Dr. Georges Bordage
Topic: Promoting Clinical Reasoning Through a Hypothesis-Driven Physical Examination: Anticipating, Eliciting & Interpreting Physical Findings
Date: May 9, 2012
Time: 12:00pm to 1:30pm (Lunch will be served at DHCC)
Locations:
- Diamond Health Care Centre 2267
- IRC 305
- CWH 2D22
- MSB 210
- RJH 011
- HSC 129
- NHSC 9-370
- UHNBC 5009 (Port #1)
- BCCA 1065
- SMH Hatzic Room at Central City
Abstract
A common approach to teaching and assessing the physical exam is to have medical students first learn 150 or so maneuvers, from head to toes, and then demonstrate mastery of the maneuvers during a 60 or 90-minute exam where a standardized patient records mastery on a checklist.

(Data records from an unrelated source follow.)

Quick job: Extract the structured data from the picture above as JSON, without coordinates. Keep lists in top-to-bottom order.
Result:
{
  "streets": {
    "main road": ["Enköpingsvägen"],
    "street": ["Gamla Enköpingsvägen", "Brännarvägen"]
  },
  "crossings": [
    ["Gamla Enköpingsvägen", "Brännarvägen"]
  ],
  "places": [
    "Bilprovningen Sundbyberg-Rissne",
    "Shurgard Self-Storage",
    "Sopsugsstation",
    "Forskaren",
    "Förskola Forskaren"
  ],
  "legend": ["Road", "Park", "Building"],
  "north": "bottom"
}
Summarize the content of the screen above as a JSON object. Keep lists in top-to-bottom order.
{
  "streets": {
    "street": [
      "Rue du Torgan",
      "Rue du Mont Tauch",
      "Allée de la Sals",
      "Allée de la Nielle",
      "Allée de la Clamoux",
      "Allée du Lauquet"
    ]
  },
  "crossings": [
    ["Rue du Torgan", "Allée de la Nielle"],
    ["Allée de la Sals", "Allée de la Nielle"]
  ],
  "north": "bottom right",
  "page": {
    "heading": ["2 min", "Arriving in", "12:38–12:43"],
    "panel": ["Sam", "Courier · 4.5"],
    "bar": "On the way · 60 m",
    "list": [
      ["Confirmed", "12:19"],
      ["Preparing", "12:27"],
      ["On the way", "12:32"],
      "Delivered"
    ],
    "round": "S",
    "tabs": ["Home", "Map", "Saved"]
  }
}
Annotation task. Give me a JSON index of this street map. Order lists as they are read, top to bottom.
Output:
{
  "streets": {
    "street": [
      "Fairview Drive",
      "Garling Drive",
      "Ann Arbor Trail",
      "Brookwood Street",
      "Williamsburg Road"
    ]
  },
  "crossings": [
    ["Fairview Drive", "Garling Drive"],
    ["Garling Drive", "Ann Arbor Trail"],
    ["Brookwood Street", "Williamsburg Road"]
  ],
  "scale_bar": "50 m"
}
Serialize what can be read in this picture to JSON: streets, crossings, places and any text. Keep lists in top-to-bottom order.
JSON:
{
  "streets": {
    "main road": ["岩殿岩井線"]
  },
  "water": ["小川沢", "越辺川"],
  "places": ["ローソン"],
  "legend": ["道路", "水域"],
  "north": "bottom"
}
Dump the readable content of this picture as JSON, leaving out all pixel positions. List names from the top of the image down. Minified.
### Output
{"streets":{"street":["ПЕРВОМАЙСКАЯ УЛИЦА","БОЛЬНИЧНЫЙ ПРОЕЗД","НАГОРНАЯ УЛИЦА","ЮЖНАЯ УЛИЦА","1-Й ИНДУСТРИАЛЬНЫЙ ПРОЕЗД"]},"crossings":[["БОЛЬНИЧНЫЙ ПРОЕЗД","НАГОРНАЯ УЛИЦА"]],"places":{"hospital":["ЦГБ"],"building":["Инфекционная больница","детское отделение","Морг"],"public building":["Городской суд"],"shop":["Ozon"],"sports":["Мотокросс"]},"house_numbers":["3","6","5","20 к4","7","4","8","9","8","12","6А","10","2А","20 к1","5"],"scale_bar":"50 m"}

This approach tends to decontextualize the physical exam. While the students can learn the individual maneuvers, they may be unable to put the pieces together in a useful structural pattern that they can use to analyze and sort out a differential diagnosis at the bedside.
The Hypothesis-Driven Physical Examination assessment procedure is designed to have students use a differential diagnosis to anticipate discriminating physical findings, execute the maneuvers, appreciate the patient’s findings, and interpret the findings by offering a most likely diagnosis. 160 physical exam maneuvers were selected and grouped according to 19 chief complaints, each with 3 to 4 relevant diagnoses, for a total of 60 distinct diagnoses. The main purpose is to promote contextualized, integrated, and meaningful learning, and help provide a more selective approach to physical diagnosis, focusing on key, discriminating findings as well as an array of structural patterns that can facilitate transfer from pre-clinical to clinical settings and from patient to patient.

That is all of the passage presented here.